Based upon certain phrase chunking rules, grouping of texts is done into various phrases. A rule-based protocol is followed here. Different tag sets are used for different cases—like direct or indirect. Polarity of a sentence, i.e., meaning of a sentence is also considered for framing such rules as shown in Fig. 5.

3 Error Checker and Corrections

In this phase, rules keeping into consideration grammatical errors in phrases and sentence level agreement are implemented. Relevant corrections are suggested on the basis of contextual information on occurrence of error, if any. Subsequently in Grammar Checking phase, error detection rules (rule based) are used to detect potential errors and corrections are provided to resolve such errors.

The concept is summarized as shown in Fig. 6.

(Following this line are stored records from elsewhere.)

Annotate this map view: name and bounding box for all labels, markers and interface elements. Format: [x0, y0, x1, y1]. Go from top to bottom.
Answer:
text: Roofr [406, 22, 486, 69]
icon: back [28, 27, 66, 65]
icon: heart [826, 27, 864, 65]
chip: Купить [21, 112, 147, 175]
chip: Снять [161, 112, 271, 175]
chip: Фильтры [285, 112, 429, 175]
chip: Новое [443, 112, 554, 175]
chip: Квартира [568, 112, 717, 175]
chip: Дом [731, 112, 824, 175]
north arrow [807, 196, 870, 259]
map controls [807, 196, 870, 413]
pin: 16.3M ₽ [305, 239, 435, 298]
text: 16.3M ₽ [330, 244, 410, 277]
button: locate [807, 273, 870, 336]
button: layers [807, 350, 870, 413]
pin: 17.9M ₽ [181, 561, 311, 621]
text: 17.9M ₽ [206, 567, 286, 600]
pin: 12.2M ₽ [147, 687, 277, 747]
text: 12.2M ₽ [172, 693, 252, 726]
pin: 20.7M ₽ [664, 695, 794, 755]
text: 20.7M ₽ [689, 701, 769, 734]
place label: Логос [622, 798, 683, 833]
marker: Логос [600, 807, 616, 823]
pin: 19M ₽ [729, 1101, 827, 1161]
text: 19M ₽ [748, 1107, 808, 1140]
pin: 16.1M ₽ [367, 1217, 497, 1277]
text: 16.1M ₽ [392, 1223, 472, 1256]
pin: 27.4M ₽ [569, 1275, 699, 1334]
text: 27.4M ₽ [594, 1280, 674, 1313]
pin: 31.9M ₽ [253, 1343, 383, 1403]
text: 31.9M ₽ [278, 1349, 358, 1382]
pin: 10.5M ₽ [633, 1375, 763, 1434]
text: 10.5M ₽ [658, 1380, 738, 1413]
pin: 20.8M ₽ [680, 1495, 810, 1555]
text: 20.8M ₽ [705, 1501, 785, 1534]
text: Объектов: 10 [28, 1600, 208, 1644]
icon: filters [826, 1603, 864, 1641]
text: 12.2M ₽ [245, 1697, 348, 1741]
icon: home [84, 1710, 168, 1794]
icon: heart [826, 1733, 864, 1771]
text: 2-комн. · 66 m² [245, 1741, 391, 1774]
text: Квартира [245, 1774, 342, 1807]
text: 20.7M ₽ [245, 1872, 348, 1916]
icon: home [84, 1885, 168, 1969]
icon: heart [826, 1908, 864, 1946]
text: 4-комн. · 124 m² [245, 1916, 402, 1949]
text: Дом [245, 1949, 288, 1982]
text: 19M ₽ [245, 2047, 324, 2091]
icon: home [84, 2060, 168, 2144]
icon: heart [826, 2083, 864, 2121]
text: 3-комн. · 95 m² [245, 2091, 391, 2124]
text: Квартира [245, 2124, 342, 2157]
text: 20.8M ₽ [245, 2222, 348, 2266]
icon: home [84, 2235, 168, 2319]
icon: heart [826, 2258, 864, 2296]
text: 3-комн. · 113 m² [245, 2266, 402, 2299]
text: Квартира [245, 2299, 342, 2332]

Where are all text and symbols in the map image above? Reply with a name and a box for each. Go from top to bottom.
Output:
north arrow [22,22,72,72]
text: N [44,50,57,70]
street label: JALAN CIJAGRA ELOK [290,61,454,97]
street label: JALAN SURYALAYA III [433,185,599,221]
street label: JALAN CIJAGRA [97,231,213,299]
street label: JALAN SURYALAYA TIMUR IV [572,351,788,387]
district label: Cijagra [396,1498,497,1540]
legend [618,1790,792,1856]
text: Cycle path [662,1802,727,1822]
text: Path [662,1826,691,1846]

4 Critical Analysis and Shortcomings

Existing Punjabi Grammar checker detects grammatical mistakes only for simple sentences and lacks support for compound and complex sentences and raises false alarms. It does not have any component for unknown word guessing. Further, it has a limited domain for certain words that affect its precision and recall. Moreover, Spell checking is not available. Also, the structure lacks support for other languages of Modern Indo-Aryan family, like Hindi, Bengali, etc. [32]. The distinct features of such languages are highlighted in the following Table 1.

Table 1 Analysis of Indo-Aryan languages

Full size table

Similar theories were put forwarded for other languages including European ones [35,36,37,38,39]. Existing Punjabi Grammar Checker system is processed against sufficient number of sentences (seventy five in total) collected from a standardized repository (as stated earlier) and the results were disappointing. Chosen sentences are processed at the listed URLs:

The analysis report comprises the count of total number of errors (including false alarm) creeping from individual phases of the Grammar Checker and helps us in visualizing the inefficiency of individual components of the Grammar Checker [40,41,42,43]. The report is projected through the listed Table 2.

Table 2 Analysis of Punjabi sentences

Full size table

The component-wise reasons for such errors /issues may be accounted for listed factors:

a.
In context of a Punjabi sentence, modifiers must collaborate with the noun and modify with respect to gender, number, and case.
b.
In Noun-Adjective agreement, Noun needs to be changed sometimes and not only adjective. In current rule, adjective is always changed.
c.
POS was not able to remove ambiguity and acted in contrary to its defined assignment and followed the same result of MA.
d.
Whenever a word is encountered whose root is not traced, “unknown” tag is assigned.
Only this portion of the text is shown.